* _Work task_: Which lines of the material hold the word "green"? Copy each one.

* _Material for this task_:
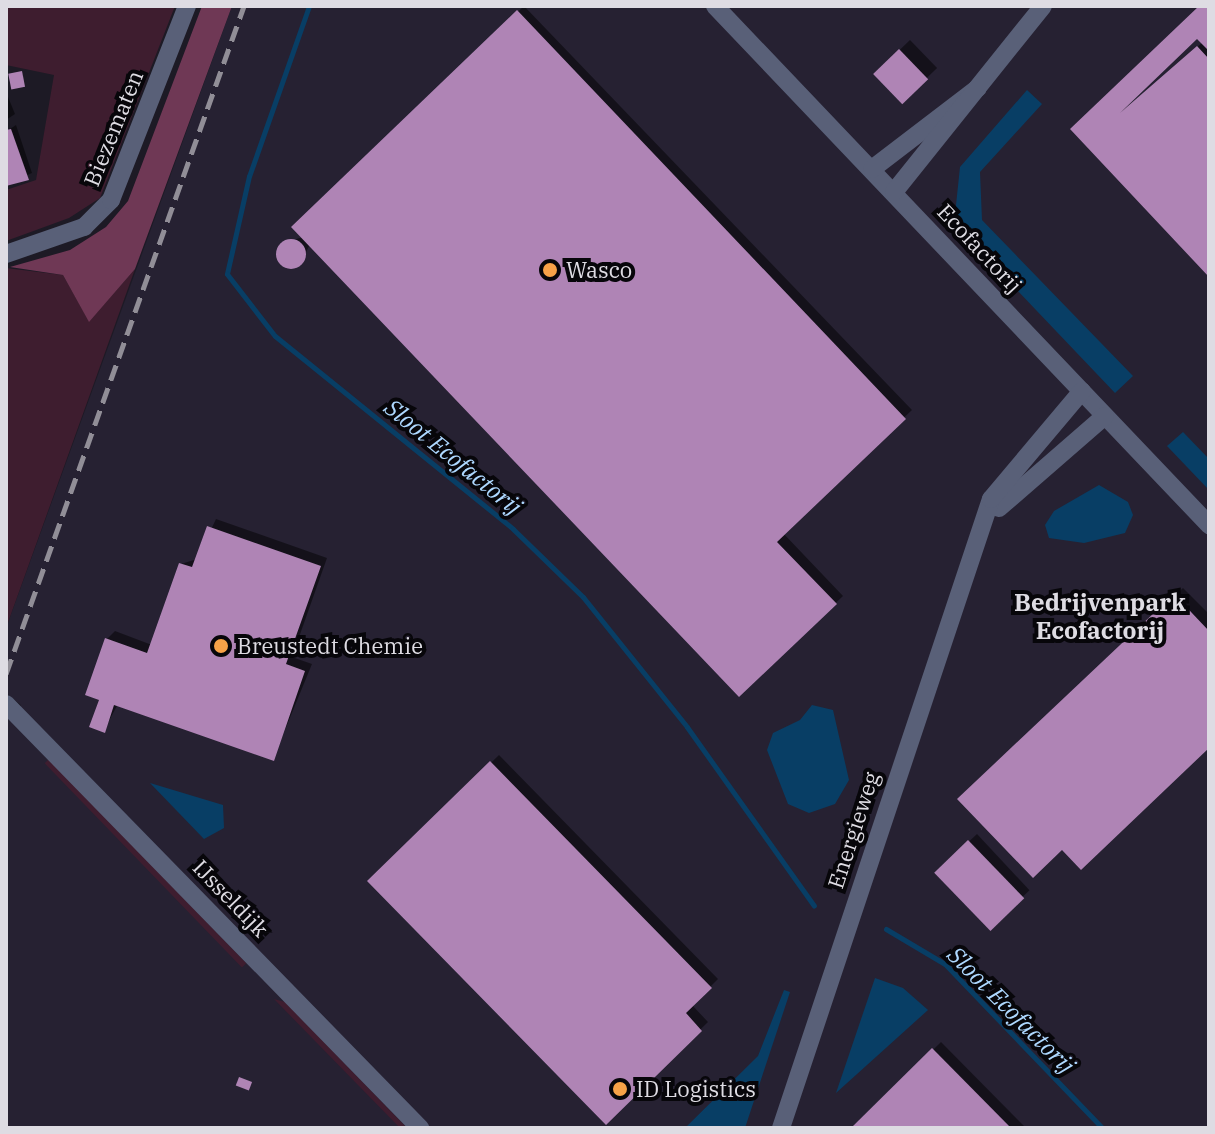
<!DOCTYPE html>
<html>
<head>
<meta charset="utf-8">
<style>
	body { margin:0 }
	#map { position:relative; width:1215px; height:1134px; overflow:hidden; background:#1d1a25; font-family:"IBM Plex Serif",serif }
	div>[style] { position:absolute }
	.built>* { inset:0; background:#262132 }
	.green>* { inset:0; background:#3e1d2f; transform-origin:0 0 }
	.forest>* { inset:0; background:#6f3855 }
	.water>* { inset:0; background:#083e65 }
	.shadow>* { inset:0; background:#0007; transform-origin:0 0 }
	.stream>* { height:5px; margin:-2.5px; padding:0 2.5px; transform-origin:2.5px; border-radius:2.5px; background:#083e65 }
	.building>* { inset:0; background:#af84b5; transform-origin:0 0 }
	.round { border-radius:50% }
	.street>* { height:18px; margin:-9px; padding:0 9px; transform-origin:9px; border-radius:9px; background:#596078 }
	.rail>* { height:5px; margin-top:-2.5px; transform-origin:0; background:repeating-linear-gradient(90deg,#918e97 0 16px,transparent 0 24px) }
	.dots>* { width:22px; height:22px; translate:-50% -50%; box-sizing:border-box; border:4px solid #07060a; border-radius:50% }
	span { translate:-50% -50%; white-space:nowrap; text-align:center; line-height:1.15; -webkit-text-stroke:8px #07060a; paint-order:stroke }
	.street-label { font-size:22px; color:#dedce3 }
	.poi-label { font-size:22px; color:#dedce3 }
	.left { translate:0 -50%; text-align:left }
	.water-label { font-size:24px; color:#aed8ff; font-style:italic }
	.neighbourhood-label { font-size:24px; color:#dedce3; font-weight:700 }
	.frame { position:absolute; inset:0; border:8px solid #dedce3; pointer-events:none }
</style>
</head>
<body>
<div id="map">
	<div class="built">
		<div style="clip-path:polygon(232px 6px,1209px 6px,1209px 1128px,6px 1128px,6px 713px,15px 721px,21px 705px,6px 693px,6px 628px)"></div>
	</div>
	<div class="green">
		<div style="clip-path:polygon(6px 6px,175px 6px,100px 198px,69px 218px,6px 241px,6px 190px,36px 180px,54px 75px,6px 65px)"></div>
		<div style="clip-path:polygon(6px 268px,63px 275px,89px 321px,135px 269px,6px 628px)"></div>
		<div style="left:49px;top:759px;width:284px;height:6px;rotate:46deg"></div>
		<div style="clip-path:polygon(274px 999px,285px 1002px,407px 1128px,400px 1128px)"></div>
	</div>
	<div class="forest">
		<div style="clip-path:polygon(202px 6px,232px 6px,135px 269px,89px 322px,63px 275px,10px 267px,70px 250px,106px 227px,128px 201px)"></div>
	</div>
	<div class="water">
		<div style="clip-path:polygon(1027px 90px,1042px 104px,980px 172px,982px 220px,1133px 376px,1115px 393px,954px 224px,960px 167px)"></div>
		<div style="clip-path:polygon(1183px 432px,1209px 459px,1209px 490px,1167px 446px)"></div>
		<div style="clip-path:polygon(1099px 485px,1128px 502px,1133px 515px,1125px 533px,1084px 543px,1049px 538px,1045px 525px,1054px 511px)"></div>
		<div style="clip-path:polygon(812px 705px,833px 710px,849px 780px,835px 804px,809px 813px,788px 804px,767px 750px,773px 733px,800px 720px)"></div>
		<div style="clip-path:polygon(150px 783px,223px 805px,224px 828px,204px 839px)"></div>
		<div style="clip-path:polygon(875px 978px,903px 988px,928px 1010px,836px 1093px)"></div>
		<div style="clip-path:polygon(784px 990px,790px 992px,745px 1128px,685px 1128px,758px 1056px)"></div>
	</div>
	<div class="shadow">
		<div style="clip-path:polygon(524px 6px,912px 410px,783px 533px,843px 596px,739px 695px,310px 244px,301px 263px,282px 262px,283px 243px,303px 237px,294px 227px)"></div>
		<div style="clip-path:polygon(evenodd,1202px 6px,1209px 6px,1209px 274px,1073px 129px,1202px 6px,1197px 36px,1203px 42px,1127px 108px,1125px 105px,1197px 36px)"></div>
		<div style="left:910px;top:40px;width:39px;height:49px;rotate:46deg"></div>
		<div style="clip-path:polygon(6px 92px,15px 114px,6px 120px)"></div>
		<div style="clip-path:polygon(16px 125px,32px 173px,6px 184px,7px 131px)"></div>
		<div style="clip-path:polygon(216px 519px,327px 558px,292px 657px,312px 664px,273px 759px,118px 704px,104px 730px,107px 639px,115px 631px,152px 645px,181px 564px,197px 559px)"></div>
		<div style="clip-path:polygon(1183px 588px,1209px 614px,1209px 745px,1062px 847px,960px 799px)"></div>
		<div style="clip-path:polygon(499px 755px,718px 979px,692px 1005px,708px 1022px,606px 1122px,370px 881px)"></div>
		<div style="left:977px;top:834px;width:77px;height:56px;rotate:47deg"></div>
		<div style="clip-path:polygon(941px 1042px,1026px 1128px,854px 1128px)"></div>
	</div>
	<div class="stream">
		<div style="left:309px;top:6px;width:180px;rotate:109.4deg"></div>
		<div style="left:249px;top:176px;width:100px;rotate:102.7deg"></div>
		<div style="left:227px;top:274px;width:78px;rotate:52.3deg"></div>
		<div style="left:275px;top:336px;width:306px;rotate:39deg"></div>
		<div style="left:513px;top:529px;width:98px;rotate:44.2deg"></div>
		<div style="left:583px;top:597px;width:166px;rotate:51.3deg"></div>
		<div style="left:687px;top:727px;width:219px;rotate:54.6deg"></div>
		<div style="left:886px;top:929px;width:69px;rotate:30.7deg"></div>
		<div style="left:945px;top:964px;width:227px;rotate:46.2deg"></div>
	</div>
	<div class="building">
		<div style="clip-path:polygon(1199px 6px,1209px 6px,1209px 51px,1197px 39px,1120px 113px,1197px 46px,1209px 59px,1209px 277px,1070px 129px)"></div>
		<div style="clip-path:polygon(517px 10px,906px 419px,777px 542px,837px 604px,739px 697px,291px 227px)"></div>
		<div style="left:899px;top:49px;width:42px;height:36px;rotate:46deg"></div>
		<div style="left:22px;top:71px;width:16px;height:14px;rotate:79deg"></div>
		<div style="clip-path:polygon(11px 129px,29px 180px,6px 186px,6px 130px)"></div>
		<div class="round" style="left:276px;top:239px;width:30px;height:30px"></div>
		<div style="clip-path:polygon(207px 526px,321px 566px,286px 664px,305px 671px,274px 761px,114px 705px,105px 733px,89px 727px,99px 700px,85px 695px,105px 638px,147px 653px,179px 563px,192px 567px)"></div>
		<div style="clip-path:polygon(1174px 594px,1209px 631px,1209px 748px,1081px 870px,1062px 850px,1033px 878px,957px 799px)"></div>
		<div style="clip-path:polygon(490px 761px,712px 988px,686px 1013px,702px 1031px,606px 1125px,367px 881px)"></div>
		<div style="left:968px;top:840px;width:81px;height:47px;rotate:46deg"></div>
		<div style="clip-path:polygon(932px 1048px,1011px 1128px,851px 1128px)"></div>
		<div style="left:239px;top:1077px;width:14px;height:9px;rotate:21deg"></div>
	</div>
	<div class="street">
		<div style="left:715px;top:6px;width:717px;rotate:46.41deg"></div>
		<div style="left:872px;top:169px;width:133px;rotate:-37.4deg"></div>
		<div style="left:894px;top:192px;width:238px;rotate:-51.3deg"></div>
		<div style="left:6px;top:254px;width:83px;rotate:-19.1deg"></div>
		<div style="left:84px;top:227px;width:38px;rotate:-45deg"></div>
		<div style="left:111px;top:200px;width:208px;rotate:-68.6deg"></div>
		<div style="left:999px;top:508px;width:140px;rotate:-41deg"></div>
		<div style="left:6px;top:704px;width:593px;rotate:45.68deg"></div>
		<div style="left:781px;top:1128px;width:663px;rotate:-71.54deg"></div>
		<div style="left:991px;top:499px;width:141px;rotate:-49.9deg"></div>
	</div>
	<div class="rail">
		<div style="left:6px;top:674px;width:709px;rotate:-70.39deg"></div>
	</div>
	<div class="dots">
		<div style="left:550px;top:270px;background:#f7a248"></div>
		<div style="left:221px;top:646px;background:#f7a248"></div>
		<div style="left:620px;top:1089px;background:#f7a248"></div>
	</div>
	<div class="street-label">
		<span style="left:113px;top:128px;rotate:-68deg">Biezematen</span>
		<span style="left:980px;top:248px;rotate:47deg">Ecofactorij</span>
		<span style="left:853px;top:830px;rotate:-72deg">Energieweg</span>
		<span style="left:231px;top:898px;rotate:46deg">IJsseldijk</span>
	</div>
	<div class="poi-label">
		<span class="left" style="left:566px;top:270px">Wasco</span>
		<span class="left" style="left:237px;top:646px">Breustedt Chemie</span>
		<span class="left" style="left:636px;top:1089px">ID Logistics</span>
	</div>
	<div class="water-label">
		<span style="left:453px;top:457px;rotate:39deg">Sloot Ecofactorij</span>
		<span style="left:1011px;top:1010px;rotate:45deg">Sloot Ecofactorij</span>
	</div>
	<div class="neighbourhood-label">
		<span style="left:1100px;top:617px">Bedrijvenpark<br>Ecofactorij</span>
	</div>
	<div class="frame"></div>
</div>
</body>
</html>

* _Solved exercise_:
	.green>* { inset:0; background:#3e1d2f; transform-origin:0 0 }
	<div class="green">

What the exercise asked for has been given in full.